Lt. Gen. Keith B. Alexander is the head of the NSA.

States that the NSA does not want to be in charge of information security for the nation.

Speaking to the data collection issues recently. They self-report when they make a mistake outside of their mandate.

Going to cover history of NSA, where they are today, talk about the networks the threat, the way forward, talk about Mellissa Hathaway and what they will be talking about yesterday.

Talking about history now, Enigma. It was a game changer. Being able to break it was an even bigger game changer.

How did we build NSA and why. Protect our secrets and finding out there. How do we do this while balancing liberty and security. First NSA charter 1952.

The issue he states that the networks were point-to-point. Not any longer as we all know. Everything is connected.

Moving from a medium carrying communications to a place where America stores its wealth and treasure.

"Information, Money, Medical Records..."

Some interesting stats on current cyber space.

The threat is real.

Points out the Estonia incident where they are significantly impacted by a concerted effort to disrupt its online abilities.

Increasing instances of cyber warefare.

Stategy: Team to protect classified & national security networks. Learn to protect against highest threats.
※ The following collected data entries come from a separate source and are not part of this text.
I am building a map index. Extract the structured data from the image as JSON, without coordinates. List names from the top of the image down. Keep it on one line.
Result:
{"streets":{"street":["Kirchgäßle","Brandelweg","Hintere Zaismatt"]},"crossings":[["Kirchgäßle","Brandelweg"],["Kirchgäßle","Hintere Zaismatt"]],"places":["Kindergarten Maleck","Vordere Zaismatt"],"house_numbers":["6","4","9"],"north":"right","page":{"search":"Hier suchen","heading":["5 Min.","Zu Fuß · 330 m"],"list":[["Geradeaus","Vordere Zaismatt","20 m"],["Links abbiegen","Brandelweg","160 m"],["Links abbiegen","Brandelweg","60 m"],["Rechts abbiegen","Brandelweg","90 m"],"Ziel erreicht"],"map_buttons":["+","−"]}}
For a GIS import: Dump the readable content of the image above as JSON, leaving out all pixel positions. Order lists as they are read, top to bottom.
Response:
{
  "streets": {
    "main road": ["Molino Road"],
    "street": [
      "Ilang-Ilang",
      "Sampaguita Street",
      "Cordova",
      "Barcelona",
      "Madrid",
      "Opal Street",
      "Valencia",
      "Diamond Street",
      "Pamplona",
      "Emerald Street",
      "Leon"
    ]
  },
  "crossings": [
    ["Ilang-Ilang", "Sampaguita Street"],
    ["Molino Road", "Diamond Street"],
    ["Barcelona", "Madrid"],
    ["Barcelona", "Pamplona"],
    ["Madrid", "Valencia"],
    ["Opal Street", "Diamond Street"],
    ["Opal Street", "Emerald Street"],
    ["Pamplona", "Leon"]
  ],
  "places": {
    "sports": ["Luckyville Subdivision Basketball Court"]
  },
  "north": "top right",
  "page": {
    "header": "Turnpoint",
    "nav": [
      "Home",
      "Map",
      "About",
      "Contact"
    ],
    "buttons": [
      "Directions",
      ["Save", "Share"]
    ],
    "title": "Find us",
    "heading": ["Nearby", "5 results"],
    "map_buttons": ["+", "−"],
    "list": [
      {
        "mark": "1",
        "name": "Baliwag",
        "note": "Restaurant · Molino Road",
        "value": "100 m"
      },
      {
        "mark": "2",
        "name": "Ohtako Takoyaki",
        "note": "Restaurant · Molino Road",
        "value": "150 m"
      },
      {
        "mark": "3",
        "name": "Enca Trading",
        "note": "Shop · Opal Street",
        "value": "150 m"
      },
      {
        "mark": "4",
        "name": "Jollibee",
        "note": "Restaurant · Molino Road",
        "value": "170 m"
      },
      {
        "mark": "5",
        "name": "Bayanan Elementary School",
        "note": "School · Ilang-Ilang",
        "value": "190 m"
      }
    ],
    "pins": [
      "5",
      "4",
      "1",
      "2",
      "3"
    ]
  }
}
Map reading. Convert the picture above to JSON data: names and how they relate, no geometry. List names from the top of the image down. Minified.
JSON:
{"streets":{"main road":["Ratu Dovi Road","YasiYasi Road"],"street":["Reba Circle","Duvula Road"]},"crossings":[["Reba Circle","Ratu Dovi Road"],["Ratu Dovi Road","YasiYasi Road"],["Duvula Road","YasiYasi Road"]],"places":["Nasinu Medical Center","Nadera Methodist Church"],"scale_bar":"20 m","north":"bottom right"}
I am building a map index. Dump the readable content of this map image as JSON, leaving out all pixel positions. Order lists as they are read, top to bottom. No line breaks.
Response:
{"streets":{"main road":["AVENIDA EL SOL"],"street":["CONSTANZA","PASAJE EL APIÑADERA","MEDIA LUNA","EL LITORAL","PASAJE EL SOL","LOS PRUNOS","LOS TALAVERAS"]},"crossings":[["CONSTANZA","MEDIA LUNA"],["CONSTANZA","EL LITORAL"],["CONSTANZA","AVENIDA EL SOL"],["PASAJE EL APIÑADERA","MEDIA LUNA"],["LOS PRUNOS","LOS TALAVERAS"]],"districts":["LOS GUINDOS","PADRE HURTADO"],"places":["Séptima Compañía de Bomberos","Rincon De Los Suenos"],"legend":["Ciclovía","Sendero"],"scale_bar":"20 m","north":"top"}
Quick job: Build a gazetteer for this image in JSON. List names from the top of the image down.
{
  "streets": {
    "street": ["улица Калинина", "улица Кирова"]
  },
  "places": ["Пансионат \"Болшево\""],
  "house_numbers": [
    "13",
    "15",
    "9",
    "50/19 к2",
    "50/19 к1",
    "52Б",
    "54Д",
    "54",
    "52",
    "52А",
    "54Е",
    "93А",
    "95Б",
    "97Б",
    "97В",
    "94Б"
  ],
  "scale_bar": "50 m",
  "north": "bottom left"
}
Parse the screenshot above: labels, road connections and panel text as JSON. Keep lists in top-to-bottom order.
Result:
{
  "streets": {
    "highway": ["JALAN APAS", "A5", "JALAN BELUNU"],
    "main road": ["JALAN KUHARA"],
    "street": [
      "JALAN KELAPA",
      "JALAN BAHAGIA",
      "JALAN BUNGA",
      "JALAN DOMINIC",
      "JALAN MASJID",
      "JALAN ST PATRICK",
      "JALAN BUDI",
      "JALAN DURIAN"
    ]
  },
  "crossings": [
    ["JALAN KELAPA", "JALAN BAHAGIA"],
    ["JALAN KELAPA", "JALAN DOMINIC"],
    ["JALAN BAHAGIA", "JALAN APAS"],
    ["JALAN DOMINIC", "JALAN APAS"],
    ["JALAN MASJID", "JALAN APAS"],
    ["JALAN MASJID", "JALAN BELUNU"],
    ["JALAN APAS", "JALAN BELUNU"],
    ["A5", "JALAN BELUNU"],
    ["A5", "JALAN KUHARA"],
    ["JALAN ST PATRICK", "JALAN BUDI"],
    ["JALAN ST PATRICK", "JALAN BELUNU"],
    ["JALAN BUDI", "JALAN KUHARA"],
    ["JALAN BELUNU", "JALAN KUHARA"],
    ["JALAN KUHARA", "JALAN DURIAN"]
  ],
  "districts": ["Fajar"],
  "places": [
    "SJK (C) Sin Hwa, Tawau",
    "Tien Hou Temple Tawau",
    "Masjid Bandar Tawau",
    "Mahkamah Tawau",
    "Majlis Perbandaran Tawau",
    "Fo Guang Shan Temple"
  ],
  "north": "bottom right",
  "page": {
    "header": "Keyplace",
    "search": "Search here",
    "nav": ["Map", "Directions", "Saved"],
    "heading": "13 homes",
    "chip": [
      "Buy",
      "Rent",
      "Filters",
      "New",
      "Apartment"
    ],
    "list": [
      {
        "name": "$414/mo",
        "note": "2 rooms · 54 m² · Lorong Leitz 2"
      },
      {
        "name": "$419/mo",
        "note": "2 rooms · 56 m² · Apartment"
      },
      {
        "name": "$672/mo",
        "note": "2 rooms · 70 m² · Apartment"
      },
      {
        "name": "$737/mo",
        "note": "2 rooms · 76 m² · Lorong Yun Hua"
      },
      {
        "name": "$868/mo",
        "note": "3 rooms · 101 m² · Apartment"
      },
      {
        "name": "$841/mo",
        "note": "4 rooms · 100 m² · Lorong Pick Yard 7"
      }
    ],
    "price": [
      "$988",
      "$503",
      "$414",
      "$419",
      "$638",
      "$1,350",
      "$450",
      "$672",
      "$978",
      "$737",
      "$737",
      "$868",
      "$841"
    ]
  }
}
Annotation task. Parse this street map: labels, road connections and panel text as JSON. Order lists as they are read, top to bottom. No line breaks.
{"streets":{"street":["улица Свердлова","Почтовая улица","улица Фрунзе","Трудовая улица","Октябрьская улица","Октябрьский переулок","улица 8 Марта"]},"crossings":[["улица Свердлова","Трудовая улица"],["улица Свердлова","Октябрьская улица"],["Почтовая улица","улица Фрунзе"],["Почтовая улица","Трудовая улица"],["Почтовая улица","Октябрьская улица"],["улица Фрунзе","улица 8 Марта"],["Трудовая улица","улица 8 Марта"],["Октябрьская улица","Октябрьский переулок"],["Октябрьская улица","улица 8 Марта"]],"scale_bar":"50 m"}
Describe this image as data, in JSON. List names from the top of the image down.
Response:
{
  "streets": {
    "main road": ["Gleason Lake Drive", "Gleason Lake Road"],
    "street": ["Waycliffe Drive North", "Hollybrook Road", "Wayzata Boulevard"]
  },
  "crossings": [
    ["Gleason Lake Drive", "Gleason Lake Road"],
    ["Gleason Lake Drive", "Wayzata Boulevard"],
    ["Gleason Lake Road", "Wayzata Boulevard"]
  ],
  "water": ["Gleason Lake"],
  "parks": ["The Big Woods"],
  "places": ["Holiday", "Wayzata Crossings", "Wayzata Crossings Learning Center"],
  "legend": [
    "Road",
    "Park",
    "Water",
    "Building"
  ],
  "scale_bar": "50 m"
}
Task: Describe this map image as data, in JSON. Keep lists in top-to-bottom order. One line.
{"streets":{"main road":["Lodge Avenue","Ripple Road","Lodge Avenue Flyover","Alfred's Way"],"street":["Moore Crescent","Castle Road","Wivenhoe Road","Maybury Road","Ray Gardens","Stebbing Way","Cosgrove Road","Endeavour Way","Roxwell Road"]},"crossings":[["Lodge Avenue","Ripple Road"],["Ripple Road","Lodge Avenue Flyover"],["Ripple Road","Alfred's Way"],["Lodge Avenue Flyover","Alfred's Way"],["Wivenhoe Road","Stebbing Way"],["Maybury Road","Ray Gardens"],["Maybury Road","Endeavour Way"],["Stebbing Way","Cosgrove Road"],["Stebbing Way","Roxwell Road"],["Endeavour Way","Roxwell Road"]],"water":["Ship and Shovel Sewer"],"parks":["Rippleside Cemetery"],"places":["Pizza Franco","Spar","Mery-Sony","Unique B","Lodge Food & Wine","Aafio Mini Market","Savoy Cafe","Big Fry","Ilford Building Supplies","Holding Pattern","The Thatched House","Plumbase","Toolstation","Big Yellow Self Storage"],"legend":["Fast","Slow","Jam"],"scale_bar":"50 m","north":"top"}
Share lessons learned, technology, training with DHS; enhance shared situational awareness. Be prepared to help protect the nation during key events.

Defending important networks. It has to be a team of both governmental and civil organizations.

Closing remarks: Working together works better. We now need to figure out how to secure it, not at the risk of civil rights and privacy, but for the good of the nation. NSA is a part of doing that.

That's a wrap for the keynotes today.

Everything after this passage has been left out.